The present invention relates to a method and device for the blow moulding of hollow bodies from thermoplastic material.
For the mass production of hollow bodies such as bottles, containers, tanks, etc. from thermoplastic material, the technique of blow moulding is almost universally used, this technique involving trapping a tubular portion of molten thermoplastic material in a suitable blow mould, shaping this parison in the mould using a blowing nozzle which is inserted into the parison and injects therein a pressurized gas, cooling the hollow body thus moulded in the mould and extracting it from the mould.
In order to obtain high productivity during such manufacturing, it is advantageous to accelerate each production step, and in particular the cooling step, which may prove time consuming in particular during the production of hollow bodies with a high wall thickness.

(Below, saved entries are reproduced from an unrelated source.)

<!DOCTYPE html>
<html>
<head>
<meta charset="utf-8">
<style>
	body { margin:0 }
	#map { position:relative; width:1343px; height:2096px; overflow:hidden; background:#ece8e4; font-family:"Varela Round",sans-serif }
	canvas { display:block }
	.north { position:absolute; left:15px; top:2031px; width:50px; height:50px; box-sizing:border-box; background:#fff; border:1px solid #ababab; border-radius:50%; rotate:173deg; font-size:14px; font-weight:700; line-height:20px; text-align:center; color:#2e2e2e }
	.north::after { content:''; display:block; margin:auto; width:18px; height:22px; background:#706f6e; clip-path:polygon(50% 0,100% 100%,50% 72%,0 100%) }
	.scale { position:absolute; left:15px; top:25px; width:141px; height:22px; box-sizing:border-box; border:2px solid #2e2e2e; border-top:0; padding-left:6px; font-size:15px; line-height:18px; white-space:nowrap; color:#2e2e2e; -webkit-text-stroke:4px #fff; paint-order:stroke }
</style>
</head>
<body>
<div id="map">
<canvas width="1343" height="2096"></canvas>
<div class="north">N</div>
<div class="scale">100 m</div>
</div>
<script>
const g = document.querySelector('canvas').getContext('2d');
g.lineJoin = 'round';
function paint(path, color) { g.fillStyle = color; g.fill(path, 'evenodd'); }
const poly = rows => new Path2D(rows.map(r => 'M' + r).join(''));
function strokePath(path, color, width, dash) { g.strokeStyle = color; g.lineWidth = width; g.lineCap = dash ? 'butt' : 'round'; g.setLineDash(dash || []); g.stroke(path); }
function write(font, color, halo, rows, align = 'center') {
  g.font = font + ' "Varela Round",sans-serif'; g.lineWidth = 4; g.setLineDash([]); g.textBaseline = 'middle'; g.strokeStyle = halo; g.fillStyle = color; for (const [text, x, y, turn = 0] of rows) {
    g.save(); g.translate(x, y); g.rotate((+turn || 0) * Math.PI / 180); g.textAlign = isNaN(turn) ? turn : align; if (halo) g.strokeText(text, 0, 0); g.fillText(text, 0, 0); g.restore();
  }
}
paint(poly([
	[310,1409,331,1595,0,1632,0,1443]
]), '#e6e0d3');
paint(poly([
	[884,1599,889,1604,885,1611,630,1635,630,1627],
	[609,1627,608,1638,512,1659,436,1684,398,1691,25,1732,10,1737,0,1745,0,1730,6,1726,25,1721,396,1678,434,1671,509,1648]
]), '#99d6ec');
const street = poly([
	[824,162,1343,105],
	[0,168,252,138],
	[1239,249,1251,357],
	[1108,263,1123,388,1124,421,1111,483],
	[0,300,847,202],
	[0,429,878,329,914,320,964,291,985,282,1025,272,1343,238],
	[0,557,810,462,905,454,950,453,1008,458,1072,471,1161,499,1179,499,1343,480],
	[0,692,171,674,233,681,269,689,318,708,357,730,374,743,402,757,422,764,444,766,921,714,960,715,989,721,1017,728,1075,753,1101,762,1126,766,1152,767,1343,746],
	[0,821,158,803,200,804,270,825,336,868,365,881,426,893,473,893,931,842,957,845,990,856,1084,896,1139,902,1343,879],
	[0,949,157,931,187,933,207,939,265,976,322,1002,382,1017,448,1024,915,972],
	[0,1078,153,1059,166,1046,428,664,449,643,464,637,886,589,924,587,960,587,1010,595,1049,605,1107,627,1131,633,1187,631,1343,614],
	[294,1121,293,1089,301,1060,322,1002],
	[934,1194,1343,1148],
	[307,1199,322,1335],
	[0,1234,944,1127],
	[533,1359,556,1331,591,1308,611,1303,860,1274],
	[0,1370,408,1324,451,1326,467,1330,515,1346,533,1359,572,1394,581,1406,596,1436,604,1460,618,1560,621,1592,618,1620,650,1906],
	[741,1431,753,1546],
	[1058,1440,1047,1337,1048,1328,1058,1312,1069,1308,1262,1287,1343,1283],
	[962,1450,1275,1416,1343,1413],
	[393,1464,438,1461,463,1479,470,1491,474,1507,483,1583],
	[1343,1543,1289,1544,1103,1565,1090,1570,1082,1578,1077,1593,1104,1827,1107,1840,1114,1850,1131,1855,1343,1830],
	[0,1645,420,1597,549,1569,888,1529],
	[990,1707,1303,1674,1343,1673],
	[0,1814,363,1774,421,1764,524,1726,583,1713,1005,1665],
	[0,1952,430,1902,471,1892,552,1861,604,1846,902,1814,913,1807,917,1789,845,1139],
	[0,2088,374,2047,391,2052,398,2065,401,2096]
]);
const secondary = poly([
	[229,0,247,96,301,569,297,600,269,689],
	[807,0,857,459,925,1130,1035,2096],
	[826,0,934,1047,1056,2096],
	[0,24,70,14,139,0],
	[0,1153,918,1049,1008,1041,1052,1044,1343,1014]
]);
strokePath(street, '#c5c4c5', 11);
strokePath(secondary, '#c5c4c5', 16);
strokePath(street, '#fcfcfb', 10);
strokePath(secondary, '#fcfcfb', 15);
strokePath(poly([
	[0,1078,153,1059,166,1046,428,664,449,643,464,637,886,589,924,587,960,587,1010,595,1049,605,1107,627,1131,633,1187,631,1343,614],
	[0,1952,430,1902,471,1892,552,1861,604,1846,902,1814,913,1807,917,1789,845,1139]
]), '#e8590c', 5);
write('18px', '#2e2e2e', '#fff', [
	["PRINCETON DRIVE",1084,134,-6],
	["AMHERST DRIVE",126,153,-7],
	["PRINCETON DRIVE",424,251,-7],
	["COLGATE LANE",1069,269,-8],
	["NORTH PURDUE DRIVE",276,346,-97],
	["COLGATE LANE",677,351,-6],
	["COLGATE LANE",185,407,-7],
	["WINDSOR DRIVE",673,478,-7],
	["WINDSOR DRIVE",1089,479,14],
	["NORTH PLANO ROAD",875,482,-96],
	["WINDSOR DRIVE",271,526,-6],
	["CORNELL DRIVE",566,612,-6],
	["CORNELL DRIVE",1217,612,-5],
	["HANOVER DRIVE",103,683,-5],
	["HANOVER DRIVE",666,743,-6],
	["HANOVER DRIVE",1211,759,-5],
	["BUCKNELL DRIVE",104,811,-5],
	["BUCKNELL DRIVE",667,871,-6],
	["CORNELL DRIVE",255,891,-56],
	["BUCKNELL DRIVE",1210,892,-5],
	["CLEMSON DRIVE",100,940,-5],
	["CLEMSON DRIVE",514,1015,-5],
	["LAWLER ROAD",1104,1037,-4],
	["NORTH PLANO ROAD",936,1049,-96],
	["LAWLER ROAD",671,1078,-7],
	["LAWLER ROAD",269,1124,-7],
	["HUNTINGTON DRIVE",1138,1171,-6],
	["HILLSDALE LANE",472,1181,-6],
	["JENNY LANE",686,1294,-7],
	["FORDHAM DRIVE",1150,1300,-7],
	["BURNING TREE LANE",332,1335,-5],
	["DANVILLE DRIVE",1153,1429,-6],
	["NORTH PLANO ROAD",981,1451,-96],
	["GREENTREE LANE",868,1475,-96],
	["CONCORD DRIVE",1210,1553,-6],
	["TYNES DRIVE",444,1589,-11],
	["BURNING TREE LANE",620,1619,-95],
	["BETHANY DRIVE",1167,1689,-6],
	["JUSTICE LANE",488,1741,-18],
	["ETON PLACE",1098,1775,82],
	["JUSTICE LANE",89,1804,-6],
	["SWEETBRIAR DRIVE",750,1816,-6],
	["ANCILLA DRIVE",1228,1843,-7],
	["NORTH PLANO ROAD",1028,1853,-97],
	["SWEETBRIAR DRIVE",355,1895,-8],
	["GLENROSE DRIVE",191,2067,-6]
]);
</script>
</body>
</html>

For this purpose, it has in particular been proposed, during the blowing or thereafter, to inject a gas held at a very low temperature (air, cryogenic nitrogen, carbon dioxide, etc.) into the hollow body produced, this cooling of the inner wall being combined with the cooling of the outer wall caused by the mould.

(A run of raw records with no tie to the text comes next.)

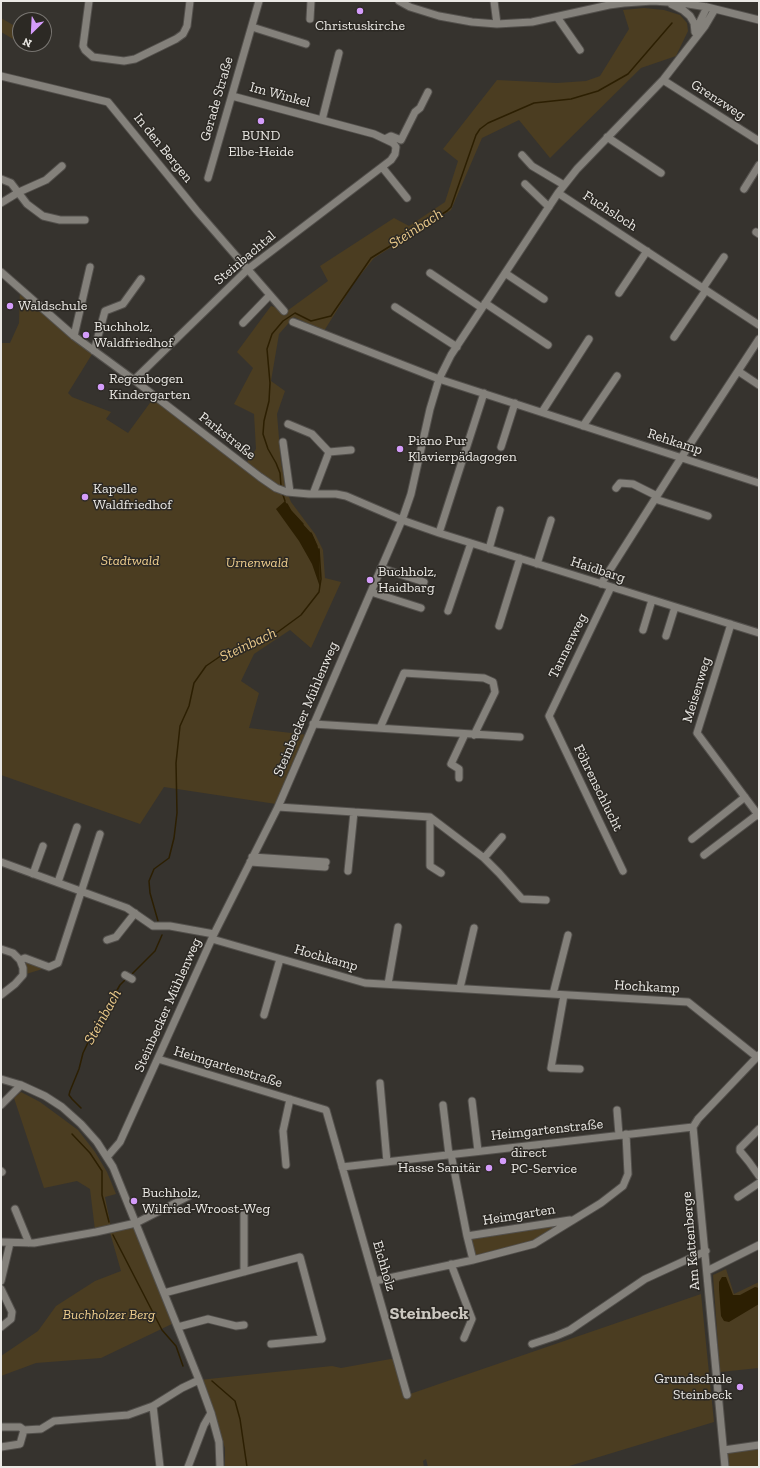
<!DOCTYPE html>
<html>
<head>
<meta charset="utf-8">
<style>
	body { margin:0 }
	#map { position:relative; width:760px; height:1468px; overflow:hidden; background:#36332e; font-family:"Zilla Slab",serif }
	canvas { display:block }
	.frame { position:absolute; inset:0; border:2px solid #eae8e4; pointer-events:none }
	.north { position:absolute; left:12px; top:12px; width:40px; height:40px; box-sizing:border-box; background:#2c2924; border:1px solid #787571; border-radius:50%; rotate:204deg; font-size:11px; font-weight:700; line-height:16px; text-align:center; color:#eae8e4 }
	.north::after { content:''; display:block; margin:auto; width:14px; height:18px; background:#d49cfb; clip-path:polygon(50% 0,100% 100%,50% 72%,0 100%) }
</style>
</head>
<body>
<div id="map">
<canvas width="760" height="1468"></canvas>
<div class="frame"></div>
<div class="north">N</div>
</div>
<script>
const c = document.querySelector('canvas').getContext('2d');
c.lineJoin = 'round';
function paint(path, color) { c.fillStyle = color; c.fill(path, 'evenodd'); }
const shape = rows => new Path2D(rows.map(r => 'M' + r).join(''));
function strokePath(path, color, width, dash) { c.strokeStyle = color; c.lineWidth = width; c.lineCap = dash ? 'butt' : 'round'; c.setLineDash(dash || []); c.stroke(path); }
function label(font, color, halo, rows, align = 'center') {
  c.font = font + ' "Zilla Slab",serif'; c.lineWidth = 3; c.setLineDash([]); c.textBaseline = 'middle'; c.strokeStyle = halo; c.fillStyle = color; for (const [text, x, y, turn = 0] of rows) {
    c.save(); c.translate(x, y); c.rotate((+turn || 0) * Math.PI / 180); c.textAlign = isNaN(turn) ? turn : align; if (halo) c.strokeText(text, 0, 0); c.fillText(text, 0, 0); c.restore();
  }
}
paint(shape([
	[644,8,664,10,680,15,687,23,688,31,676,56,641,68,550,158,519,120,482,138,451,210,374,258,354,283,324,331,294,317,279,334,271,381,285,391,277,414,281,463,287,492,291,502,315,534,323,550,325,578,341,582,311,648,290,630,254,654,241,681,259,693,249,728,308,735,276,804,164,787,140,824,1,775,1,343,10,343,19,323,20,288,94,351,68,393,72,397,111,412,106,419,128,433,155,396,245,465,256,449,254,414,234,404,253,368,237,352,271,306,287,311,328,281,320,266,394,218,409,226,445,202,458,161,443,149,497,80,557,83,586,81,600,76,629,29,623,10],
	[1,18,20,29,20,43,1,32],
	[25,958,49,967,23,975],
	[21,1092,40,1102,78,1130,95,1152,107,1172,116,1194,105,1197,111,1227,95,1230,90,1189,77,1181,44,1188,14,1098],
	[574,1219,534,1244,473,1260,467,1236],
	[136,1223,176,1322,101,1358,36,1363,1,1376,1,1356,38,1331,56,1306,95,1281,121,1271,109,1229],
	[726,1269,734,1294,759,1282,759,1368,720,1372,713,1275],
	[701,1294,714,1422,566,1467,428,1467,426,1459,423,1461,424,1467,225,1467,225,1448,203,1382,199,1380,332,1366,341,1368,396,1358,407,1395],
	[759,1445,759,1467,725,1467,724,1450]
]), '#4b3d21');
paint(shape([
	[285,501,291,511,312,534,319,550,320,587,312,564,299,541,276,509],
	[722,1277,726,1277,733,1295,740,1295,755,1287,759,1288,759,1304,729,1322,724,1321,721,1316,719,1289,719,1282]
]), '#2c1f02');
strokePath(shape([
	[281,486,280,473,276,463,268,449,263,434,264,421,269,401,270,383,267,349,272,334,283,321,295,313,311,321,331,316,371,258,447,211,451,207,476,135,480,129,488,123,534,103,571,99,598,91,628,74,672,23],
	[283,495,285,501],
	[287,504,291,511,303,524],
	[311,533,317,546],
	[158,921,150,893,149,881,154,869,169,858,174,838,177,813,176,763,180,726,189,706,194,683,206,666,225,653,271,637,301,615,319,592,321,579,319,549],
	[131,975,155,951,162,935],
	[81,1108,72,1099,69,1095,70,1091,79,1069,83,1053,94,1030,120,985,126,979],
	[72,1134,90,1153,102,1171,102,1195,109,1222],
	[113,1235,162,1330,176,1346,183,1366],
	[212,1381,235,1401,240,1419,247,1467]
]), '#2c1f02', 1.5);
const minor = shape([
	[89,1,83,46,85,50,93,57,124,61,135,59,176,39,183,34,187,26,190,1],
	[399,1,410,7,439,16,472,22,497,24,532,22,609,5,624,3,653,1,682,3,707,7,759,20],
	[494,1,497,24],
	[671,4,683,10,690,16,694,23,695,32],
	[557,17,580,50],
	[310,19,311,1],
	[252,27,306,44],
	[695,32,707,7],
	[1,76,108,102,197,211,284,311],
	[663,80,759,141],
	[322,120,339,53],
	[607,137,661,173],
	[385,139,391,136,401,140,415,112,420,108,428,92],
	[522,155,532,166,564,185],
	[382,167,407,198],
	[208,178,259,1],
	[1,179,11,183,27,204,43,216,60,220,85,220],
	[525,184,549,207],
	[744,189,759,165],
	[558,193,759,325],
	[1,203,19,192,46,180,62,166],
	[756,232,759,234],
	[1,272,74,336,134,380,260,477,276,488,287,492,309,494,336,494,346,496,402,520,439,533,759,633],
	[430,273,482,308],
	[505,273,544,299],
	[703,288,724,257],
	[619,293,647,251],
	[485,303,548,345],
	[395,307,457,347],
	[293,322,439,379,759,483],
	[243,323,270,295],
	[74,336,90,267],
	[674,337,706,290],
	[94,351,105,311,123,304,141,279],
	[738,371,759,385],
	[134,380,248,269,391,160,395,154,396,147,393,143,374,134,232,96],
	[542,412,589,339],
	[288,424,312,434,329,452,351,450],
	[583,426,617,376],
	[283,442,290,492],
	[501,447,515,403],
	[616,488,620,483,633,484,657,496],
	[313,494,329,452],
	[655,499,708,516],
	[439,533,484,393],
	[489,549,500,510],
	[537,564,551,520],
	[381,568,424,582],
	[601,584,681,458,759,339],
	[611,587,549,716,623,871],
	[371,592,421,608],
	[448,611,471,543],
	[731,624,697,733,759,816],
	[499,626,520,558],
	[643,630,652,600],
	[666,636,675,607],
	[313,724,520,737],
	[380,728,404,673,484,678,493,682,495,692,474,735],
	[459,778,459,769,451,764,465,734],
	[278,807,430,817,484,858,499,873,522,899,546,900],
	[430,817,430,866,441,873],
	[692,839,745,797],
	[704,855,758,814],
	[252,857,326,862],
	[484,858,502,837],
	[1,862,127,908,153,926,170,926,214,934],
	[250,862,325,867],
	[348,871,354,812],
	[33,874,43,846],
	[58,882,77,827],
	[212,939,365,983,688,1002,757,1057],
	[107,940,116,937,135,913],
	[1,949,13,953,20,960,23,968,23,975,15,984,1,995],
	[20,960,25,958,49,967,58,963,100,834],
	[125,975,132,979],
	[388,984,398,927],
	[460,988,474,928],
	[553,994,568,935],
	[564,995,551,1068,580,1069],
	[264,1015,280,959],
	[158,1059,326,1110,407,1395],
	[1,1079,21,1085,45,1096,62,1107,81,1124,97,1142,113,1167,199,1380,211,1413,219,1442,220,1467],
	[380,1083,387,1162],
	[472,1101,478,1151],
	[1,1105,21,1085],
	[443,1105,449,1155],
	[617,1110,619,1135],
	[759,1129,740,1148,740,1151,749,1162,759,1176],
	[451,1154,467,1236,473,1260],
	[107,1157,120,1142,214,934,278,807,402,520,411,494,430,409,439,379,451,355,558,193,577,169,663,80,705,26,715,9],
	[286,1165,283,1131,290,1099],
	[342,1167,693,1127],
	[1,1171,2,1172],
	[738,1197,759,1183],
	[15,1209,29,1243],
	[467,1236,570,1220],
	[1,1242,34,1243,96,1232,136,1223,189,1196],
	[451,1264,472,1319,464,1338],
	[707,1271,759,1245],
	[244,1272,244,1214],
	[1,1281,10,1243],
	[375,1281,473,1260,534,1244,601,1203,623,1186,628,1174,626,1134],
	[1,1289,12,1312,11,1319,1,1327],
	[164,1293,300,1257,322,1339,271,1344],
	[178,1327,208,1319,236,1326,244,1325],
	[532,1344,556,1336,570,1330,645,1279,706,1251],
	[153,1406,160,1467],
	[1,1427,20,1427,24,1430,41,1429,54,1421,128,1415,153,1406,182,1388,199,1380],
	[1,1447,20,1444,24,1430],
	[724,1450,759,1445],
	[188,1467,204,1425,211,1413],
	[725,1467,693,1127,698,1119,759,1055]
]);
strokePath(minor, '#53504c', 9);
strokePath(minor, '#84817b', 7);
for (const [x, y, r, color] of [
	[360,11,4,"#d49cfb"],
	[261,121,4,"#d49cfb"],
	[10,306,4,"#d49cfb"],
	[86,335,4,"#d49cfb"],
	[101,387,4,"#d49cfb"],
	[400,449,4,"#d49cfb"],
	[85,497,4,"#d49cfb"],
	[370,580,4,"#d49cfb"],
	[503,1161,4,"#d49cfb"],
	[489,1168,4,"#d49cfb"],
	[134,1201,4,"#d49cfb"],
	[740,1387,4,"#d49cfb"]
]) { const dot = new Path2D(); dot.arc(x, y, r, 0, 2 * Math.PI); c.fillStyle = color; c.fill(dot); strokePath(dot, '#2c2924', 1.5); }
label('14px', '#eae8e4', '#2c2924', [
	["Christuskirche",360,26,"center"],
	["BUND",261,136,"center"],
	["Elbe-Heide",261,152,"center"],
	["Waldschule",18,306],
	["Buchholz,",94,327],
	["Waldfriedhof",94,343],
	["Regenbogen",109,379],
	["Kindergarten",109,395],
	["Piano Pur",408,441],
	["Klavierpädagogen",408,457],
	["Kapelle",93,489],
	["Waldfriedhof",93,505],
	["Buchholz,",378,572],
	["Haidbarg",378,588],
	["direct",511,1153],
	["PC-Service",511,1169],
	["Hasse Sanitär",481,1168,"right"],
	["Buchholz,",142,1193],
	["Wilfried-Wroost-Weg",142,1209],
	["Grundschule",732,1379,"right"],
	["Steinbeck",732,1395,"right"]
], 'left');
label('14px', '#eae8e4', '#2c2924', [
	["Im Winkel",280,95,15],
	["Gerade Straße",217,99,-74],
	["Grenzweg",718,100,33],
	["In den Bergen",163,148,51],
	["Fuchsloch",610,211,33],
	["Steinbachtal",245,258,-40],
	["Parkstraße",227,436,38],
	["Rehkamp",675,442,18],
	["Haidbarg",598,570,18],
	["Tannenweg",568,646,-64],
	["Meisenweg",697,690,-73],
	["Steinbecker Mühlenweg",306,709,-67],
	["Föhrenschlucht",598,788,64],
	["Hochkamp",326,958,16],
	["Hochkamp",647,987,3],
	["Steinbecker Mühlenweg",168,1005,-66],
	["Heimgartenstraße",228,1067,17],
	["Heimgartenstraße",547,1130,-6],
	["Heimgarten",519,1215,-9],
	["Am Kattenberge",691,1241,-95],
	["Eichholz",384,1266,74]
]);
label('italic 14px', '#efce8e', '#2c2924', [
	["Stadtwald",130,561],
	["Urnenwald",257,563],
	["Buchholzer Berg",109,1315]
]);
label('italic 15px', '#ebca8a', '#2c2924', [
	["Steinbach",416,229,-33],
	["Steinbach",248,645,-25],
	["Steinbach",103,1017,-61]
]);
label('bold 18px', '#ccc8c1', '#2c2924', [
	["Steinbeck",429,1314]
]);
</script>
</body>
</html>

Moreover, for certain applications, it is advantageous to produce hollow bodies from thermoplastic material which exhibit improved impermeability to gases and to liquids.
Thus, for example, it is known that hollow bodies such as fuel tanks made from polyolefins and in particular from high-density polyethylenes, allow a small quantity of the hydrocarbon stored to diffuse through their wall, and consequently, in view of the ecological standards for controlling pollution and respecting the environment, and the conditions imposed by users, it is of paramount importance to carry out a highly efficient treatment for rendering such hollow bodies impermeable, in order to greatly reduce subsequent release of hydrocarbons.
One treatment which proves highly effective for this purpose consists in the surface treatment of the inner wall of these hollow bodies by a reactive gas (fluorine, sulphur trioxide, etc.), it being advantageous for this treatment to be carried out on line during their moulding either by using a reactive gas as the blowing gas or by injecting a reactive gas into the hollow bodies after they have been moulded using a conventional gas (air, nitrogen).
However, when cooling or surface treatment techniques are employed, the cooling or treatment gas is introduced into the moulded hollow bodies and held under pressure throughout the treatment. Consequently, when the turbulence caused by injecting the cooling or treatment gas is dissipated, that is to say, in fact, when the final pressure is reached, the heat exchanges or the treatment reaction are restricted to between the inner wall of the hollow body and the portion of the gas which is situated in direct contact therewith. The result of this is therefore that only a small proportion of the entire quantity of gas injected into the hollow body is found to be actually effective for the desired purpose.
Consequently, for example, during surface treatment of the inner wall of a hollow body such as a tank made from polyolefin intended to contain a mixed fuel containing a compound comprising oxygen, such as methanol, it is necessary to greatly extend the length of treatment with a view to obtaining finally an acceptable impermeability.